- Associated Press - Thursday, October 9, 2014

IDAHO FALLS, Idaho (AP) - Idaho Gov. C.L. “Butch” Otter and challenger A.J. Balukoff defined clearly different paths Thursday on same-sex marriage, education and other issues at a gubernatorial debate in Idaho Falls.

Balukoff, a Democrat, criticized his Republican opponent’s handling of the economy, the Post Register (bit.ly/AfKuMk) reported Thursday.

Idaho has the second-highest percentage of minimum-wage workers in the nation and ranks near the bottom in per capita income, Balukoff said. “If Gov. Otter’s record on jobs was made into a movie, it would have to be called, ‘Honey, I Shrunk the Economy,’ ” he said.

Otter countered that the state performed better in household-income statistics because more members of households in Idaho work. The state also did well over the last year in terms of overall economic and personal income growth, he said.

Balukoff, a businessman and the chairman of the Boise School Board, also took issue with education funding. Otter has under-invested in schools, leaving them unable to hire and retain good teachers, Balukoff contended.

“I’ve seen how Gov. Otter has decimated our schools, and it’s a crime,” he said.

But Otter said the state’s education system is actually doing better than it is often portrayed. “Idaho eighth-graders are tied for eighth in the nation in reading and fifteenth in math,” he said.

Otter also said supplemental levies - the property-tax increases approved by voters that fund local schools - give voters more control over their schools’ budgets.

Those choices are made by voters under duress, Balukoff countered. “Their choices were stark: Larger class sizes, let teachers go or tax themselves,” he said.

Gay marriage was another point of opposition. The 9th U.S. Circuit Court of Appeals on Tuesday made a ruling that declared gay marriage legal in Idaho. But an emergency stay from the U.S. Supreme Court on Wednesday that was requested by Otter put same-sex weddings on hold.

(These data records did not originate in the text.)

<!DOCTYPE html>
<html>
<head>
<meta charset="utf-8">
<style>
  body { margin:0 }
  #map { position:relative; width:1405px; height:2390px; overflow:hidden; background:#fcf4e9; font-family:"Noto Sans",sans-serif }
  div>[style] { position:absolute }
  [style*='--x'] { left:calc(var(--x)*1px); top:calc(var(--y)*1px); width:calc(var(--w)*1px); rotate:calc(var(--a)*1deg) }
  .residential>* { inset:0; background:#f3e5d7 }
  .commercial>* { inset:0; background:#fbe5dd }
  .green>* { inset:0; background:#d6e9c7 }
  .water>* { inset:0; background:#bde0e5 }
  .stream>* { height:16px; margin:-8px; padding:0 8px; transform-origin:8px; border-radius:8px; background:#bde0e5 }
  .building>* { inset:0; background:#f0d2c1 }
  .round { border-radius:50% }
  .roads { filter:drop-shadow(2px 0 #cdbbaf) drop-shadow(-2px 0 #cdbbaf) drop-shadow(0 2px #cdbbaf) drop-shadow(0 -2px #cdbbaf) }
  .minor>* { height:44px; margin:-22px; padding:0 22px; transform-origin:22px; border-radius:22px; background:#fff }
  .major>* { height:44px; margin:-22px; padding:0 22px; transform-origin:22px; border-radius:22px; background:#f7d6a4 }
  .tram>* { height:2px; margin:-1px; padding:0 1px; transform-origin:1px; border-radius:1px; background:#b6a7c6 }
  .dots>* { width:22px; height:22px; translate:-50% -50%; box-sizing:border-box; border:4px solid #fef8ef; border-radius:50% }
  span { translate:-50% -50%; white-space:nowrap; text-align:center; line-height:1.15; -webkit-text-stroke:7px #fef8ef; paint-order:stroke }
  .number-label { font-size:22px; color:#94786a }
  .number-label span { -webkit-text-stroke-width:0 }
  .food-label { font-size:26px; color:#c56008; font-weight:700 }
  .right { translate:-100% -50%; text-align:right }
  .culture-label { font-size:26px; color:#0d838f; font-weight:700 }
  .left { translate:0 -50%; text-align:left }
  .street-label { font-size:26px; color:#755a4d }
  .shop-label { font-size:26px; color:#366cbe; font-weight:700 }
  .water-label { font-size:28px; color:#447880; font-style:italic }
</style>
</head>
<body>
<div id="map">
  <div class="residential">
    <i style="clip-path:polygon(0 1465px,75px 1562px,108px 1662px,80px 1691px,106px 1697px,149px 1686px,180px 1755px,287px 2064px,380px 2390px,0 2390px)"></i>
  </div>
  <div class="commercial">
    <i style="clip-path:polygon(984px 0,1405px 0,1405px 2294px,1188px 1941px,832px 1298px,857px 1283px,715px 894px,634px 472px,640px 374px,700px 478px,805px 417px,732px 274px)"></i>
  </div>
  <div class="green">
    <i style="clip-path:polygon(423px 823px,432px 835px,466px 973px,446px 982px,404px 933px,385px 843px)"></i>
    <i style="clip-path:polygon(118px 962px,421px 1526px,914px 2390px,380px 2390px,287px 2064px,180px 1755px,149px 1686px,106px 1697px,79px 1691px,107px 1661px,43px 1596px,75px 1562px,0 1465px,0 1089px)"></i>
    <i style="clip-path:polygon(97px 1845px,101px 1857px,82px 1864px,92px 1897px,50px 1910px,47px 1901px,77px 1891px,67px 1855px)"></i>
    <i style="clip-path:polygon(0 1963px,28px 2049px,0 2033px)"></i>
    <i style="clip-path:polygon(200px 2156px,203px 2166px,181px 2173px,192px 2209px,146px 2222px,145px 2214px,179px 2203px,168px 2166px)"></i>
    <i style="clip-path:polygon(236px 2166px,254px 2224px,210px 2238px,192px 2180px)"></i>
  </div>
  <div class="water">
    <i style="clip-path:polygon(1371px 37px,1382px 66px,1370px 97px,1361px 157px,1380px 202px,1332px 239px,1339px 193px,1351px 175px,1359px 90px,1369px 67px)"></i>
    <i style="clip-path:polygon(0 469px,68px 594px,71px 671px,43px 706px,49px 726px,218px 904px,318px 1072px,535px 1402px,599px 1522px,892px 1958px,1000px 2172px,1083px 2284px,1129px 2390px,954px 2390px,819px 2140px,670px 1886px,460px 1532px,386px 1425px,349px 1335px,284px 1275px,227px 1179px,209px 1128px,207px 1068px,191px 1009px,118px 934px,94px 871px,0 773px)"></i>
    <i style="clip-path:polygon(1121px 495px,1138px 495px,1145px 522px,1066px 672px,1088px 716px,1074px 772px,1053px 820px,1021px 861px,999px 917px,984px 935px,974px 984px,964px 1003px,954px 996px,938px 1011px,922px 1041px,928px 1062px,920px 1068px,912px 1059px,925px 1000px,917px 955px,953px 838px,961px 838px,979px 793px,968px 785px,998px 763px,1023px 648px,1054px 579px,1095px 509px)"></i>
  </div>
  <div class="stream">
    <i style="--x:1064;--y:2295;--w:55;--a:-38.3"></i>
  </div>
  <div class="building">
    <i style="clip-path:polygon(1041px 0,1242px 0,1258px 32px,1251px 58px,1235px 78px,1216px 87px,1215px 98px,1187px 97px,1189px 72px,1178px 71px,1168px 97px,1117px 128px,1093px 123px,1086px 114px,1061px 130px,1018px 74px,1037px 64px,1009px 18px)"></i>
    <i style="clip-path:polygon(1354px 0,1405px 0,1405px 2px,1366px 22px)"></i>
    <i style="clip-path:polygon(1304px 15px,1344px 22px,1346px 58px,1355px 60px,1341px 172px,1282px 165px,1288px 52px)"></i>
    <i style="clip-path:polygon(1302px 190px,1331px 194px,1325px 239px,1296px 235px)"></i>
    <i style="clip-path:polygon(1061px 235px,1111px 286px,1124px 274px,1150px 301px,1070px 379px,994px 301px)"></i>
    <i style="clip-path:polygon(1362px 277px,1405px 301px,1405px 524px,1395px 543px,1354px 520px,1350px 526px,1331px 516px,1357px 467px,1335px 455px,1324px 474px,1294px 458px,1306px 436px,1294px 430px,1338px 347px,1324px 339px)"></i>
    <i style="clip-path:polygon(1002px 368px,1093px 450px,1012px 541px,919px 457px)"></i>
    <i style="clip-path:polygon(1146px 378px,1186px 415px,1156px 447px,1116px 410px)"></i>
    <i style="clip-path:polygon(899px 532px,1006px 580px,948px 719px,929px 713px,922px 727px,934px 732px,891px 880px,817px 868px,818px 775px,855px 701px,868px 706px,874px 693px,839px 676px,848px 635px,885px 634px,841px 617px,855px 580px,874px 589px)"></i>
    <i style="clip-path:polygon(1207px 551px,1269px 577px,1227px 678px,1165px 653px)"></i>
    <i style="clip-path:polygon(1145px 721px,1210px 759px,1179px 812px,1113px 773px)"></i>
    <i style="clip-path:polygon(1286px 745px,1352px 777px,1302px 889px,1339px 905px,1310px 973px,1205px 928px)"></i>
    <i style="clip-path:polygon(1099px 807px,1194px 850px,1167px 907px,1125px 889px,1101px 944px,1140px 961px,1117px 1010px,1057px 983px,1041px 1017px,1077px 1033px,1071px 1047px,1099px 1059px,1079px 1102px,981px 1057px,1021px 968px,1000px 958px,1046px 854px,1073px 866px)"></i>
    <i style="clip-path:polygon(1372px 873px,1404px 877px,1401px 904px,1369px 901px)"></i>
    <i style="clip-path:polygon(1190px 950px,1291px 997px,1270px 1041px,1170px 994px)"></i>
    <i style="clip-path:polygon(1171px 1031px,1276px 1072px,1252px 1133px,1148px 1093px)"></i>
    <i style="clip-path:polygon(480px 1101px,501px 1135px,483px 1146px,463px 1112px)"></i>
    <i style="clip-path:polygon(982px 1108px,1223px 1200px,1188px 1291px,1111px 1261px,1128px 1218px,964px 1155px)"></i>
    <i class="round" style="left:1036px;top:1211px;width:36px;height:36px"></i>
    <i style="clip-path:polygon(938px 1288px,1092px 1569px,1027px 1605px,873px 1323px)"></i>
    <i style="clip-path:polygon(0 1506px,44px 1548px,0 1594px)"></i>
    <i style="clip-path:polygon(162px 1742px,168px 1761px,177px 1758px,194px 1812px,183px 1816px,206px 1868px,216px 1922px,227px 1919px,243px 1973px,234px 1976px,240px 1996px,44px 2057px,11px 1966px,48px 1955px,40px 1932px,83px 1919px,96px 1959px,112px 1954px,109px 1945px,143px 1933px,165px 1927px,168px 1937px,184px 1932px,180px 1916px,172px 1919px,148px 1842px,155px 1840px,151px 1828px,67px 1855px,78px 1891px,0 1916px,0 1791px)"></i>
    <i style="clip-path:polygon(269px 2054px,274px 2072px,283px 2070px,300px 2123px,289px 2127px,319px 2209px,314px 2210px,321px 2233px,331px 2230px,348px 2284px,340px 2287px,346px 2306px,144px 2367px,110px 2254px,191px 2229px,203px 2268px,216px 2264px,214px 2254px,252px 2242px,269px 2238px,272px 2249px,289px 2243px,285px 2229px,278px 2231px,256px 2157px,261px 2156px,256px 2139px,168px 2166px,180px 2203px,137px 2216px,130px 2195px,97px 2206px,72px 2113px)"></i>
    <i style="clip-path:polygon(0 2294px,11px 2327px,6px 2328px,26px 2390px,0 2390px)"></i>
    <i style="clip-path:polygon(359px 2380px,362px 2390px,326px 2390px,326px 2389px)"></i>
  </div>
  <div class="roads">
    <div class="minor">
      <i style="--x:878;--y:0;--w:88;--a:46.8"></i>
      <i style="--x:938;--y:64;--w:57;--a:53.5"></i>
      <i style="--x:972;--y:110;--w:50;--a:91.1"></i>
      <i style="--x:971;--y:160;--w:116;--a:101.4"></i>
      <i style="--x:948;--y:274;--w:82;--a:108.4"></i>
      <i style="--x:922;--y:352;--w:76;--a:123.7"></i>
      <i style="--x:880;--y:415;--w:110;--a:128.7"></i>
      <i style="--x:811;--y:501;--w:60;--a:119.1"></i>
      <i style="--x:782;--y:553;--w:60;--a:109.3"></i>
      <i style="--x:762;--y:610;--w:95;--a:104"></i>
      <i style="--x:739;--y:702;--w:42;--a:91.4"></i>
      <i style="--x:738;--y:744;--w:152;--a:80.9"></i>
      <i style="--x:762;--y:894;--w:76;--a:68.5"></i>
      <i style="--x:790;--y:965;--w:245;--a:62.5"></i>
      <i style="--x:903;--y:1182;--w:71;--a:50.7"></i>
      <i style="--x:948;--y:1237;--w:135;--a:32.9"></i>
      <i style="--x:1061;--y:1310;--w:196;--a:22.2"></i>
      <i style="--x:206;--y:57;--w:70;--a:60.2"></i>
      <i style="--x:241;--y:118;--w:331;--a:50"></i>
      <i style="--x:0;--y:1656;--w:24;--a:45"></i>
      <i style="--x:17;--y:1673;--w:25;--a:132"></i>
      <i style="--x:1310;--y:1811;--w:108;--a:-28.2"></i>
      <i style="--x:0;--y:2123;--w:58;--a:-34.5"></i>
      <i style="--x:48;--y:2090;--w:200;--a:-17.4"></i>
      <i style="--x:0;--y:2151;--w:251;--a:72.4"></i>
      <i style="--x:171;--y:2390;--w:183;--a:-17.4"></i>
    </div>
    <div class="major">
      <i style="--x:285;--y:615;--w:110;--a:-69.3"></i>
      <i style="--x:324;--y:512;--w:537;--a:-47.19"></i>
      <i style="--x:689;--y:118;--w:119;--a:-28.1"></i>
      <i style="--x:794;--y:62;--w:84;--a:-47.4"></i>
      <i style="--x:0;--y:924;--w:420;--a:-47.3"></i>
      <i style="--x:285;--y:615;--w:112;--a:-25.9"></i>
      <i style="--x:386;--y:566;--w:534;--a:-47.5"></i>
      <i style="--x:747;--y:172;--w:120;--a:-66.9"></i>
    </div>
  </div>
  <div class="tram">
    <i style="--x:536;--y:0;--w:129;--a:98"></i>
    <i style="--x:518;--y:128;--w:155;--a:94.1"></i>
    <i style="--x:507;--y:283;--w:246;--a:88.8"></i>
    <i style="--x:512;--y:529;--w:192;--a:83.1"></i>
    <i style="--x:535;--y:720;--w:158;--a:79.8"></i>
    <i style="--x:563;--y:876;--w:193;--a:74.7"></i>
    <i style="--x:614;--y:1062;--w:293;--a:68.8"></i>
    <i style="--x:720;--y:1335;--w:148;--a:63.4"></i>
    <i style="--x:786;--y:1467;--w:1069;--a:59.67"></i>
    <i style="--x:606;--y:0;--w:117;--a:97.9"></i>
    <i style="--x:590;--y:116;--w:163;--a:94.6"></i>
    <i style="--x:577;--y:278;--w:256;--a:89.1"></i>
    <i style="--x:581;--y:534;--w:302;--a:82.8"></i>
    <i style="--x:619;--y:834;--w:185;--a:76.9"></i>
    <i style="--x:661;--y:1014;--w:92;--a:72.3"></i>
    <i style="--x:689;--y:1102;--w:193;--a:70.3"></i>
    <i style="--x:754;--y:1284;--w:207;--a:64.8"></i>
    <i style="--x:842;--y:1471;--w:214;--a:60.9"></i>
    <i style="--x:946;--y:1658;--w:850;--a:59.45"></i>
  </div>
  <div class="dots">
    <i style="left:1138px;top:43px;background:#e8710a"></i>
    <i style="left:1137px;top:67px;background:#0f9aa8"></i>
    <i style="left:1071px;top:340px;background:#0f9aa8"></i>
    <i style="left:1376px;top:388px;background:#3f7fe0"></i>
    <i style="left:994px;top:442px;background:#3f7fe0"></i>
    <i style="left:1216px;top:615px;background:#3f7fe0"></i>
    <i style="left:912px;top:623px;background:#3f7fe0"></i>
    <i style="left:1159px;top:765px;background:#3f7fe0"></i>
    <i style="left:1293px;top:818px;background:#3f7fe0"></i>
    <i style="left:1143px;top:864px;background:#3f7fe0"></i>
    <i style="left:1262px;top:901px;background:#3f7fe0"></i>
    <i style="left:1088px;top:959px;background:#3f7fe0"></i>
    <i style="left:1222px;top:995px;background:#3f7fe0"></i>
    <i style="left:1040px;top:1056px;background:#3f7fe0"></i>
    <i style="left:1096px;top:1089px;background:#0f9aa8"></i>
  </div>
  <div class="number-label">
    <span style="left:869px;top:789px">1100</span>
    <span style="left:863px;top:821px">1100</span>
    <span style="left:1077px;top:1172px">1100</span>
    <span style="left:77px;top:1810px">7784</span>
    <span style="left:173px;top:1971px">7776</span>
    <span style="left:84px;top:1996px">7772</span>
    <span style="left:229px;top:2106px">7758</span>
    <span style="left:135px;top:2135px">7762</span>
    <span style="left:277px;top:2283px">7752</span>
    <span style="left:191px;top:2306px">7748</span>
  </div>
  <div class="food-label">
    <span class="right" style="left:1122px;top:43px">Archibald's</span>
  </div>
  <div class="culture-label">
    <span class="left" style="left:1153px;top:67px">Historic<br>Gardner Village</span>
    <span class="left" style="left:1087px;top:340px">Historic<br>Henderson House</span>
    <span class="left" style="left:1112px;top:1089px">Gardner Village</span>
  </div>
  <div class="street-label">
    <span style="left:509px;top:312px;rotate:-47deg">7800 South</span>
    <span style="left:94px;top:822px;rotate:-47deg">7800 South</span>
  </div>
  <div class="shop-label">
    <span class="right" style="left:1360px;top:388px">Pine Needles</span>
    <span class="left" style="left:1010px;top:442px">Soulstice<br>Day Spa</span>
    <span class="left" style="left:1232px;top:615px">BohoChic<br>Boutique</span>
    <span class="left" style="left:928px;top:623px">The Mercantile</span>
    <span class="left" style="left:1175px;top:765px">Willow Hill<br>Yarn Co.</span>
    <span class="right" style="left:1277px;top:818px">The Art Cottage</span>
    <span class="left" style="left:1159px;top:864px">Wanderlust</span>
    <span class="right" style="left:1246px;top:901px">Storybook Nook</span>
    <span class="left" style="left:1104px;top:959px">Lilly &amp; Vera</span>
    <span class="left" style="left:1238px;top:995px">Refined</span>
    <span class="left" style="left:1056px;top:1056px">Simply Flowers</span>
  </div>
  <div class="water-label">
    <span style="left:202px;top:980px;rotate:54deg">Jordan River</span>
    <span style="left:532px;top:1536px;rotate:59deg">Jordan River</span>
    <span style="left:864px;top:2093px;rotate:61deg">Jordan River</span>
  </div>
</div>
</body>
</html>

Otter said he’s upholding his oath to defend the state’s Constitution by continuing the court battle to keep gay marriage banned. Balukoff said the ban is discrimination and violates the U.S. Constitution.

On other topics, Balukoff called for expanding Medicaid, while Otter says he’s concerned about the program remaining sustainable.

Balukoff said that under Otter, Idaho’s marketing plan appears to be tax breaks and cheap labor, while Otter said that businesses started in Idaho are his top priority.

During the debate, each candidate was allowed to put a question to his opponent.

Otter challenged Balukoff to explain where he would come up with the money to pay for pre-kindergarten programs and other initiatives, which he said would cost “hundreds of millions of dollars.”

Balukoff said the state has adequate resources to fund the programs, but Otter has proposed dedicating too much to a “rainy day” fund and unspecified tax relief.

“We collect almost $3 billion in taxes,” Balukoff said. “There’s money there to make a bigger investment, a bigger commitment to public education.”

Balukoff challenged Otter to justify his handling of scandals related to the Corrections Corporation of America, which understaffed the state’s largest prison by thousands of hours in violation of its $29 million annual contract. The circumstances surrounding CCA’s contract and how it was handled by the state are under investigation by the FBI.

Otter denied he improperly reached a settlement with CCA before initiating a state investigation. “I purposefully did not involve myself in the negotiations with CCA because I had received money from CCA for my campaign,” he said.